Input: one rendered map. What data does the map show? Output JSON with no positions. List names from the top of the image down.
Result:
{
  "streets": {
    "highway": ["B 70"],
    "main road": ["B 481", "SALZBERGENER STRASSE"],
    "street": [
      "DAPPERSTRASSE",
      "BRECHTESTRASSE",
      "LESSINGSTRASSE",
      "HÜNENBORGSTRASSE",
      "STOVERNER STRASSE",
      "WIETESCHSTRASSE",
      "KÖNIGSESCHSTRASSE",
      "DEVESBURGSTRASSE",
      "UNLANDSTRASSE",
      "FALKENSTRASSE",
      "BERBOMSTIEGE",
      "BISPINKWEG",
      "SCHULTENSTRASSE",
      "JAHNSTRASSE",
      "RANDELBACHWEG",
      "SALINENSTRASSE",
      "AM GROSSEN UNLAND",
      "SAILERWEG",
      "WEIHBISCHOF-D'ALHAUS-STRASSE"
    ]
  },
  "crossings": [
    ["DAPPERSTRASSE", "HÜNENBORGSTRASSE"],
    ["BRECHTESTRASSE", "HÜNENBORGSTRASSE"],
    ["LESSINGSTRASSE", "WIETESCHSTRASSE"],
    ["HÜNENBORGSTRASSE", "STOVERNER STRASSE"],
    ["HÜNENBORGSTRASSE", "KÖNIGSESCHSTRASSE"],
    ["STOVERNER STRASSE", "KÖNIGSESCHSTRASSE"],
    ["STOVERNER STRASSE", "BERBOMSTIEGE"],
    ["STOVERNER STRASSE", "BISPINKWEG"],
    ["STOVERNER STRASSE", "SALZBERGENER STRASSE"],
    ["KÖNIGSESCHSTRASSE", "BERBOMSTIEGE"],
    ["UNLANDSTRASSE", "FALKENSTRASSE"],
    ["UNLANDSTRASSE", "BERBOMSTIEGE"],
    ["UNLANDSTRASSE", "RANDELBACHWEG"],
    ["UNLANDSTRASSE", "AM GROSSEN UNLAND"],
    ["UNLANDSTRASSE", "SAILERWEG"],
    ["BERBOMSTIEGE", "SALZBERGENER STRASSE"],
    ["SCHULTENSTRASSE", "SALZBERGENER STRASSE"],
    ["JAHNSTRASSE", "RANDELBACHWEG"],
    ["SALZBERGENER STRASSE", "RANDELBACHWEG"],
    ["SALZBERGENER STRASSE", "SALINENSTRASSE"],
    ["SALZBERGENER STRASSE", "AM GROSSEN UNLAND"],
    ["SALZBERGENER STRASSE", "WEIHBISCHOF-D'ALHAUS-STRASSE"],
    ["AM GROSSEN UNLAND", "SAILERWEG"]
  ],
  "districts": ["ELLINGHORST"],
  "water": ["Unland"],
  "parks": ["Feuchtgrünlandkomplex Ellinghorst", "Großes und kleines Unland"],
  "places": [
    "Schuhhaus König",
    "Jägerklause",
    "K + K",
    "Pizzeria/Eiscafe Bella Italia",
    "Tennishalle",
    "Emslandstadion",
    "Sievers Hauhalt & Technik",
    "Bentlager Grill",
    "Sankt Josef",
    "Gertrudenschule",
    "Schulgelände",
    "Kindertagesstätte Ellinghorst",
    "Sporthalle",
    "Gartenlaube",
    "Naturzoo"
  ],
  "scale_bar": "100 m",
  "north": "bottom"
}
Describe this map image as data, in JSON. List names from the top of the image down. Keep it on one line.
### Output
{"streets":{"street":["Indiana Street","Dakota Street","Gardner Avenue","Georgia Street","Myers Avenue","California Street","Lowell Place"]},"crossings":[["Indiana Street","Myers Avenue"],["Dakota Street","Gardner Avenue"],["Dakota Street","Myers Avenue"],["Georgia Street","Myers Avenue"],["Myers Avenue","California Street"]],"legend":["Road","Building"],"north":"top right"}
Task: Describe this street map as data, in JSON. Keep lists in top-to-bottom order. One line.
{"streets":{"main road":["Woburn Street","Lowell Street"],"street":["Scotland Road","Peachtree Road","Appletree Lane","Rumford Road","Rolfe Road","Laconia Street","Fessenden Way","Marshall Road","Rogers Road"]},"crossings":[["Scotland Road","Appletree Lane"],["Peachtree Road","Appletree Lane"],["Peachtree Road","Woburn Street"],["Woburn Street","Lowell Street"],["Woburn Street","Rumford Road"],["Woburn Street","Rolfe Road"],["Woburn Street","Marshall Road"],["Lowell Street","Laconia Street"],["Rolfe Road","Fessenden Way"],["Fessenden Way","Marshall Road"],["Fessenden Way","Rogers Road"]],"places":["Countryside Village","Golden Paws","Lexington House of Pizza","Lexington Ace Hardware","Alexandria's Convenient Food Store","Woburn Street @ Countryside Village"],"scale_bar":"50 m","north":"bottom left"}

• **Exercise aim**: Please repeat the material above word for word.

• **Exercise response**:
Input: one rendered map. What data does the map show? Output JSON with no positions. List names from the top of the image down.
Result:
{
  "streets": {
    "highway": ["B 70"],
    "main road": ["B 481", "SALZBERGENER STRASSE"],
    "street": [
      "DAPPERSTRASSE",
      "BRECHTESTRASSE",
      "LESSINGSTRASSE",
      "HÜNENBORGSTRASSE",
      "STOVERNER STRASSE",
      "WIETESCHSTRASSE",
      "KÖNIGSESCHSTRASSE",
      "DEVESBURGSTRASSE",
      "UNLANDSTRASSE",
      "FALKENSTRASSE",
      "BERBOMSTIEGE",
      "BISPINKWEG",
      "SCHULTENSTRASSE",
      "JAHNSTRASSE",
      "RANDELBACHWEG",
      "SALINENSTRASSE",
      "AM GROSSEN UNLAND",
      "SAILERWEG",
      "WEIHBISCHOF-D'ALHAUS-STRASSE"
    ]
  },
  "crossings": [
    ["DAPPERSTRASSE", "HÜNENBORGSTRASSE"],
    ["BRECHTESTRASSE", "HÜNENBORGSTRASSE"],
    ["LESSINGSTRASSE", "WIETESCHSTRASSE"],
    ["HÜNENBORGSTRASSE", "STOVERNER STRASSE"],
    ["HÜNENBORGSTRASSE", "KÖNIGSESCHSTRASSE"],
    ["STOVERNER STRASSE", "KÖNIGSESCHSTRASSE"],
    ["STOVERNER STRASSE", "BERBOMSTIEGE"],
    ["STOVERNER STRASSE", "BISPINKWEG"],
    ["STOVERNER STRASSE", "SALZBERGENER STRASSE"],
    ["KÖNIGSESCHSTRASSE", "BERBOMSTIEGE"],
    ["UNLANDSTRASSE", "FALKENSTRASSE"],
    ["UNLANDSTRASSE", "BERBOMSTIEGE"],
    ["UNLANDSTRASSE", "RANDELBACHWEG"],
    ["UNLANDSTRASSE", "AM GROSSEN UNLAND"],
    ["UNLANDSTRASSE", "SAILERWEG"],
    ["BERBOMSTIEGE", "SALZBERGENER STRASSE"],
    ["SCHULTENSTRASSE", "SALZBERGENER STRASSE"],
    ["JAHNSTRASSE", "RANDELBACHWEG"],
    ["SALZBERGENER STRASSE", "RANDELBACHWEG"],
    ["SALZBERGENER STRASSE", "SALINENSTRASSE"],
    ["SALZBERGENER STRASSE", "AM GROSSEN UNLAND"],
    ["SALZBERGENER STRASSE", "WEIHBISCHOF-D'ALHAUS-STRASSE"],
    ["AM GROSSEN UNLAND", "SAILERWEG"]
  ],
  "districts": ["ELLINGHORST"],
  "water": ["Unland"],
  "parks": ["Feuchtgrünlandkomplex Ellinghorst", "Großes und kleines Unland"],
  "places": [
    "Schuhhaus König",
    "Jägerklause",
    "K + K",
    "Pizzeria/Eiscafe Bella Italia",
    "Tennishalle",
    "Emslandstadion",
    "Sievers Hauhalt & Technik",
    "Bentlager Grill",
    "Sankt Josef",
    "Gertrudenschule",
    "Schulgelände",
    "Kindertagesstätte Ellinghorst",
    "Sporthalle",
    "Gartenlaube",
    "Naturzoo"
  ],
  "scale_bar": "100 m",
  "north": "bottom"
}
Describe this map image as data, in JSON. List names from the top of the image down. Keep it on one line.
### Output
{"streets":{"street":["Indiana Street","Dakota Street","Gardner Avenue","Georgia Street","Myers Avenue","California Street","Lowell Place"]},"crossings":[["Indiana Street","Myers Avenue"],["Dakota Street","Gardner Avenue"],["Dakota Street","Myers Avenue"],["Georgia Street","Myers Avenue"],["Myers Avenue","California Street"]],"legend":["Road","Building"],"north":"top right"}
Task: Describe this street map as data, in JSON. Keep lists in top-to-bottom order. One line.
{"streets":{"main road":["Woburn Street","Lowell Street"],"street":["Scotland Road","Peachtree Road","Appletree Lane","Rumford Road","Rolfe Road","Laconia Street","Fessenden Way","Marshall Road","Rogers Road"]},"crossings":[["Scotland Road","Appletree Lane"],["Peachtree Road","Appletree Lane"],["Peachtree Road","Woburn Street"],["Woburn Street","Lowell Street"],["Woburn Street","Rumford Road"],["Woburn Street","Rolfe Road"],["Woburn Street","Marshall Road"],["Lowell Street","Laconia Street"],["Rolfe Road","Fessenden Way"],["Fessenden Way","Marshall Road"],["Fessenden Way","Rogers Road"]],"places":["Countryside Village","Golden Paws","Lexington House of Pizza","Lexington Ace Hardware","Alexandria's Convenient Food Store","Woburn Street @ Countryside Village"],"scale_bar":"50 m","north":"bottom left"}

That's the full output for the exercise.